In [2]:
import pandas as pd
from datasets import Dataset
from transformers import (AutoTokenizer,AutoModelForSequenceClassification,DataCollatorWithPadding,Trainer,TrainingArguments)
from sklearn.metrics import accuracy_score,precision_score,recall_score,f1_score,roc_auc_score
import torch
from sklearn.model_selection import train_test_split

In [3]:
df=pd.read_csv(r"C:\Users\sande\OneDrive\Documents\Priya\Data_science_Dataset\IMDB_Movie_Review\IMDB Dataset.csv",encoding='utf-8-sig')

In [3]:
df.columns

Index(['review', 'sentiment'], dtype='object')

In [4]:
df['label']=df['sentiment'].map({'positive':1,'negative':0})
df=df[['review','label']]#Keep only relevant columns

In [5]:
df=df.sample(5000,random_state=42)

#Convert pandas dataframe to HUgging Face dataset

#Split dataset
train_df,test_df=train_test_split(df,test_size=0.2,random_state=42,stratify=df['label'])
train_dataset=Dataset.from_pandas(train_df)
test_dataset=Dataset.from_pandas(test_df)


In [6]:
#Tokenizer
tokenizer=AutoTokenizer.from_pretrained("distilbert-base-uncased")

#Preprocess
def preprocess(batch):
    return tokenizer(batch["review"],truncation=True,padding=False,max_length=256)

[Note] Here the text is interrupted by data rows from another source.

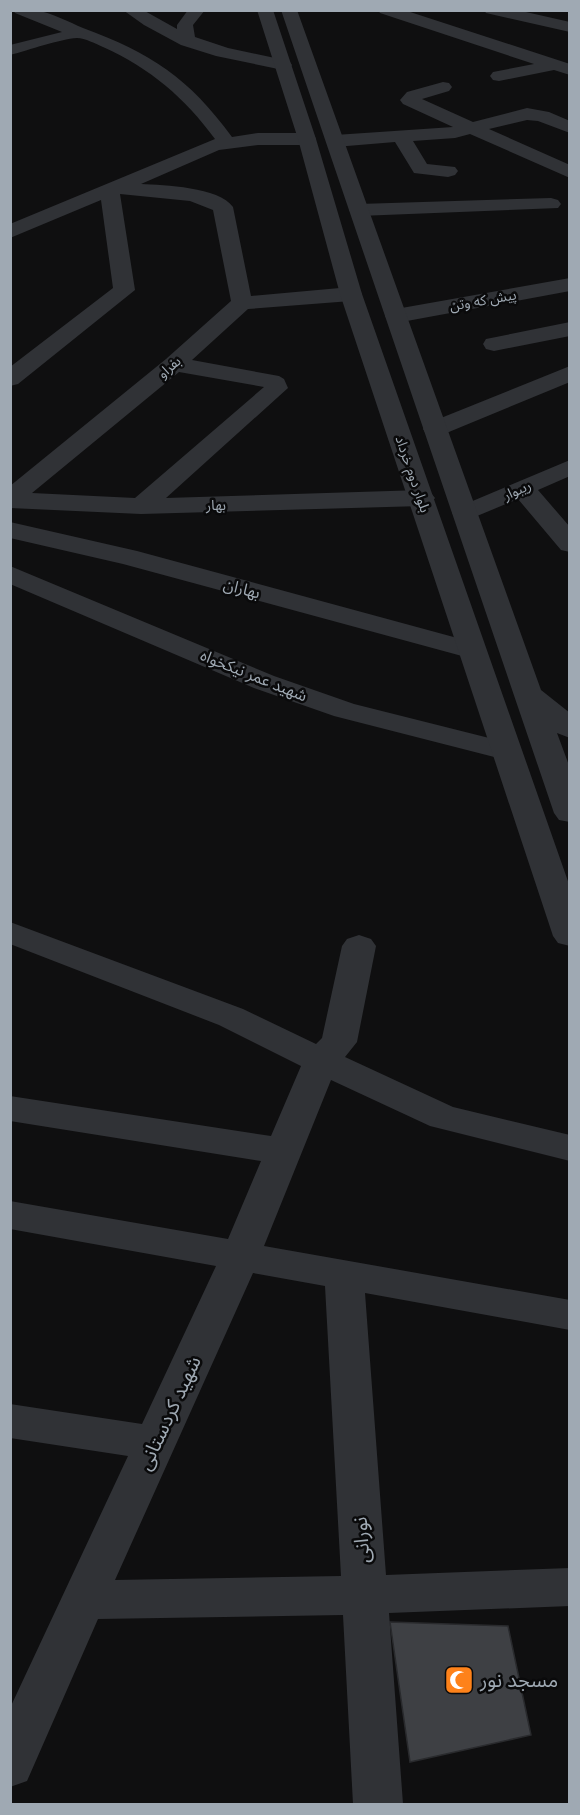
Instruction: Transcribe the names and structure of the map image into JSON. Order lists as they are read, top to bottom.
{
  "streets": {
    "street": [
      "پیش که وتن",
      "بفراو",
      "بلوار دوم خرداد",
      "ریبوار",
      "بهار",
      "بهاران",
      "شهید عمر نیکخواه",
      "شهید کردستانی",
      "نورانی"
    ]
  },
  "crossings": [
    ["بفراو", "بهار"],
    ["بلوار دوم خرداد", "بهار"],
    ["بلوار دوم خرداد", "بهاران"],
    ["بلوار دوم خرداد", "شهید عمر نیکخواه"]
  ],
  "places": {
    "mosque": ["مسجد نور"]
  }
}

tokenized_train=train_dataset.map(preprocess,batched=True)
tokenized_test=test_dataset.map(preprocess,batched=True)

Map:   0%|          | 0/4000 [00:00<?, ? examples/s]

Map:   0%|          | 0/1000 [00:00<?, ? examples/s]

In [7]:
#During training, for each batch only:Finds the longest sequence in the batch,Pads all other sequences to that length,
#Updates input_ids and attention_mask
#This is called dynamic padding → more efficient than padding every sample to a fixed max length.
data_collator=DataCollatorWithPadding(tokenizer=tokenizer)

In [8]:
model=AutoModelForSequenceClassification.from_pretrained("distilbert-base-uncased",num_labels=2)

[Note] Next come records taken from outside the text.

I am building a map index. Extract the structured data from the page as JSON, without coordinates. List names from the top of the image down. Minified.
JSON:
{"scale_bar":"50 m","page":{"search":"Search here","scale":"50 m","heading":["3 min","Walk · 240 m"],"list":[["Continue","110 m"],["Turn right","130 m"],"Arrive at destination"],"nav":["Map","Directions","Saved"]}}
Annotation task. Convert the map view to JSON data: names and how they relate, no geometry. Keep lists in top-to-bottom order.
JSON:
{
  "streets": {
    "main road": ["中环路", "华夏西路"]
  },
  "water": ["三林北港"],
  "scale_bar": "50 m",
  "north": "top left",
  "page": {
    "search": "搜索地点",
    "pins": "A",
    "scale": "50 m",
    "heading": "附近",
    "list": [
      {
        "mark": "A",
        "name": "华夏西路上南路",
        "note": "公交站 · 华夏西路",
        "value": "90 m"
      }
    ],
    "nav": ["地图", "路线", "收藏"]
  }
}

Some weights of DistilBertForSequenceClassification were not initialized from the model checkpoint at distilbert-base-uncased and are newly initialized: ['classifier.bias', 'classifier.weight', 'pre_classifier.bias', 'pre_classifier.weight']
You should probably TRAIN this model on a down-stream task to be able to use it for predictions and inference.


In [9]:
#This sets up Hugging Face’s TrainingArguments, which are configurations for training a transformer model.

training_args=TrainingArguments(output_dir="./results",eval_strategy="epoch",num_train_epochs=1,learning_rate=2e-5,
                               per_device_train_batch_size=8,per_device_eval_batch_size=8)

In [10]:

#creating a Trainer object, which is Hugging Face’s high-level API to train, evaluate, and save transformer models

trainer=Trainer(model=model,args=training_args,train_dataset=tokenized_train,eval_dataset=tokenized_test,
                tokenizer=tokenizer,data_collator=data_collator,)

In [11]:
trainer.train()



Epoch,Training Loss,Validation Loss
1,0.3629,0.309551




TrainOutput(global_step=500, training_loss=0.36287255859375, metrics={'train_runtime': 5699.7869, 'train_samples_per_second': 0.702, 'train_steps_per_second': 0.088, 'total_flos': 264665722908480.0, 'train_loss': 0.36287255859375, 'epoch': 1.0})

In [12]:
metrics=trainer.evaluate()
print(metrics)

{'eval_loss': 0.3095510005950928, 'eval_runtime': 386.322, 'eval_samples_per_second': 2.589, 'eval_steps_per_second': 0.324, 'epoch': 1.0}


In [13]:
trainer.save_model("./IMDB_sentiment_model")
tokenizer.save_pretrained("./imdb_sentimnt_model")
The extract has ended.